For one of the files chosen at random, let’s compare the output from reading the csv normally vs applying the new function with and without the vector of variable names.
# read the csv normally
read_csv("carfiles/Italy_2015_rwd.csv")
# read with path only
filenameTovars("carfiles/Italy_2015_rwd.csv")
# read with names for new columns
filenameTovars("carfiles/Italy_2015_rwd.csv",
var_names = c("ctry_origin","year","drivetrain"))
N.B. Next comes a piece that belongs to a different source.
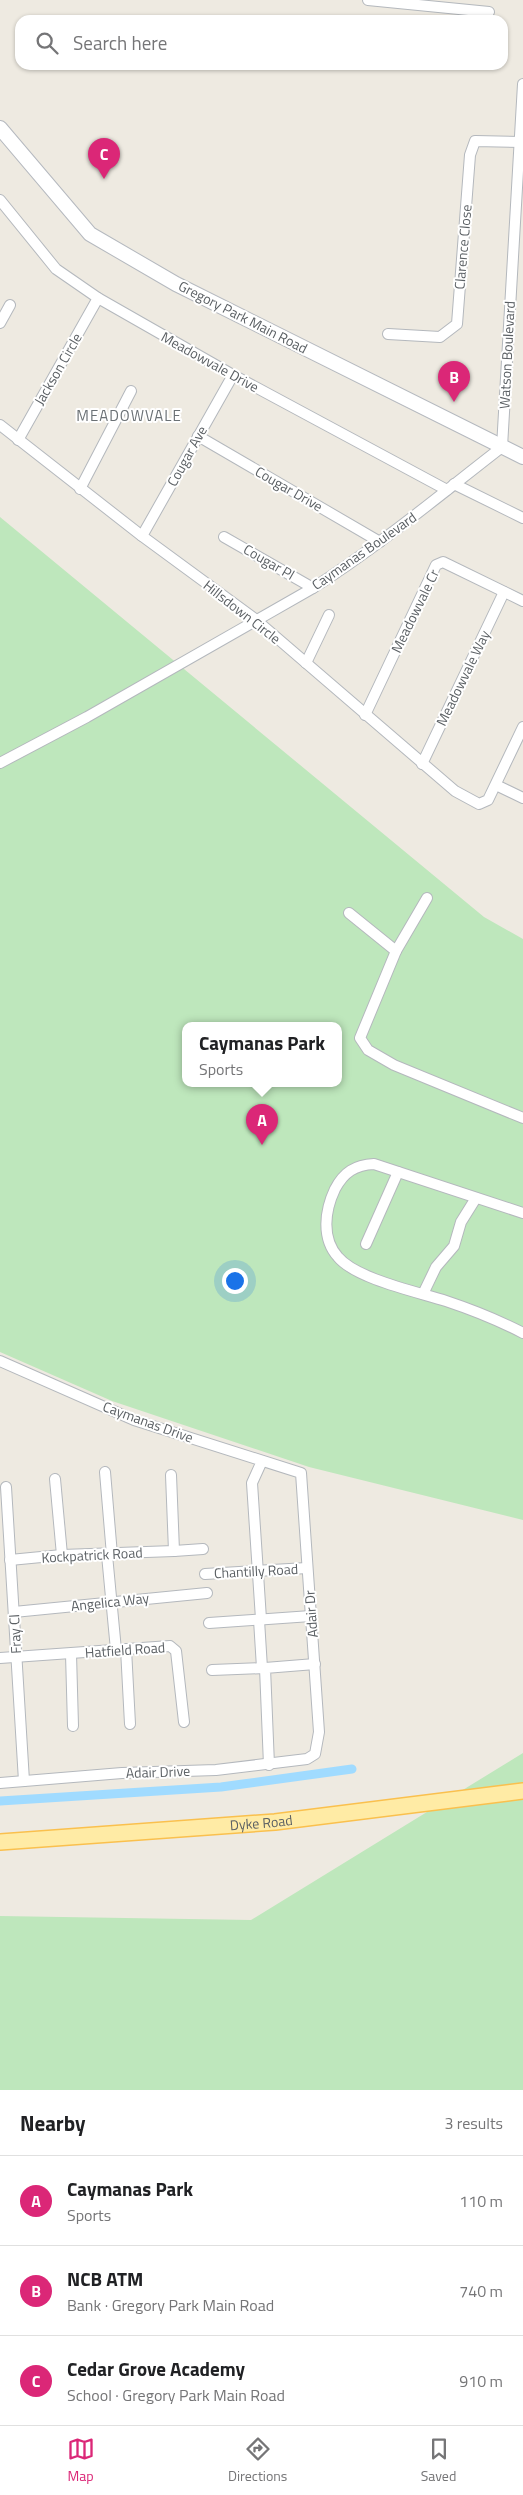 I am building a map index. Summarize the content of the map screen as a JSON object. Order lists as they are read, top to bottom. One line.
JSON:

The csv file without the data from the filename.
# A tibble: 6 × 12
mfr model trim bdy_style hp hp_rpm trq trq_rpm mpg_c mpg_h trsmn
<chr> <chr> <chr> <chr> <dbl> <dbl> <dbl> <dbl> <dbl> <dbl> <chr>
1 Ferr… 458 … Base… coupe 597 9000 398 6000 13 17 7a
2 Ferr… 458 … Base converti… 562 9000 398 6000 13 17 7a
3 Ferr… Cali… Base… converti… 553 7500 557 4750 16 23 7a
4 Ferr… F12B… Base… coupe 731 8250 509 6000 11 16 7a
5 Ferr… LaFe… Base… coupe 949 9000 664 6750 12 16 7a
6 Lamb… Hura… LP 6… coupe 610 8250 413 6500 16 20 7a
# ℹ 1 more variable: msrp <dbl>
Making this information explicit, but the new variables are named v1, v2, and v3.
# A tibble: 6 × 15
mfr model trim bdy_style hp hp_rpm trq trq_rpm mpg_c mpg_h trsmn
<chr> <chr> <chr> <chr> <int> <int> <int> <int> <int> <int> <chr>
1 Ferr… 458 … Base… coupe 597 9000 398 6000 13 17 7a
2 Ferr… 458 … Base converti… 562 9000 398 6000 13 17 7a
3 Ferr… Cali… Base… converti… 553 7500 557 4750 16 23 7a
4 Ferr… F12B… Base… coupe 731 8250 509 6000 11 16 7a
5 Ferr… LaFe… Base… coupe 949 9000 664 6750 12 16 7a
6 Lamb… Hura… LP 6… coupe 610 8250 413 6500 16 20 7a
# ℹ 4 more variables: msrp <int>, v1 <chr>, v2 <chr>, v3 <chr>
Passing the names for the new columns:
# A tibble: 6 × 15
mfr model trim bdy_style hp hp_rpm trq trq_rpm mpg_c mpg_h trsmn
<chr> <chr> <chr> <chr> <int> <int> <int> <int> <int> <int> <chr>
1 Ferr… 458 … Base… coupe 597 9000 398 6000 13 17 7a
2 Ferr… 458 … Base converti… 562 9000 398 6000 13 17 7a
3 Ferr… Cali… Base… converti… 553 7500 557 4750 16 23 7a
4 Ferr… F12B… Base… coupe 731 8250 509 6000 11 16 7a
5 Ferr… LaFe… Base… coupe 949 9000 664 6750 12 16 7a
6 Lamb… Hura… LP 6… coupe 610 8250 413 6500 16 20 7a
# ℹ 4 more variables: msrp <int>, ctry_origin <chr>, year <chr>,
# drivetrain <chr>
Finally, we can use purrr to iterate through all the files in a folder and apply the custom function. Note the new recommended approach of using list_rbind rather than map_df.
map(allpaths,\(x) filenameTovars(x,
var_names = c("ctry_origin","year","drivetrain"))) |>
list_rbind() |> type_convert()
Our output is essentially the same gtcars
object we started with.
# A tibble: 47 × 15
mfr model trim bdy_style hp hp_rpm trq trq_rpm mpg_c mpg_h
<chr> <chr> <chr> <chr> <int> <int> <int> <int> <int> <int>
1 Audi R8 4.2 (M… coupe 430 7900 317 4500 11 20
2 BMW i8 Mega W… coupe 357 5800 420 3700 28 29
3 Audi RS 7 Quattr… hatchback 560 5700 516 1750 15 25
4 Audi S6 Premiu… sedan 450 5800 406 1400 18 27
5 Audi S7 Presti… hatchback 450 5800 406 1400 17 27
6 Audi S8 Base S… sedan 520 5800 481 1700 15 25
7 BMW 6-Series 640 I … coupe 315 5800 330 1400 20 30
8 BMW M4 Base C… coupe 425 5500 406 1850 17 24
9 BMW M5 Base S… sedan 560 6000 500 1500 15 22
10 BMW M6 Base C… coupe 560 6000 500 1500 15 22
# ℹ 37 more rows
# ℹ 5 more variables: trsmn <chr>, msrp <int>, ctry_origin <chr>,
# year <dbl>, drivetrain <chr>
Hopefully others out there find this useful!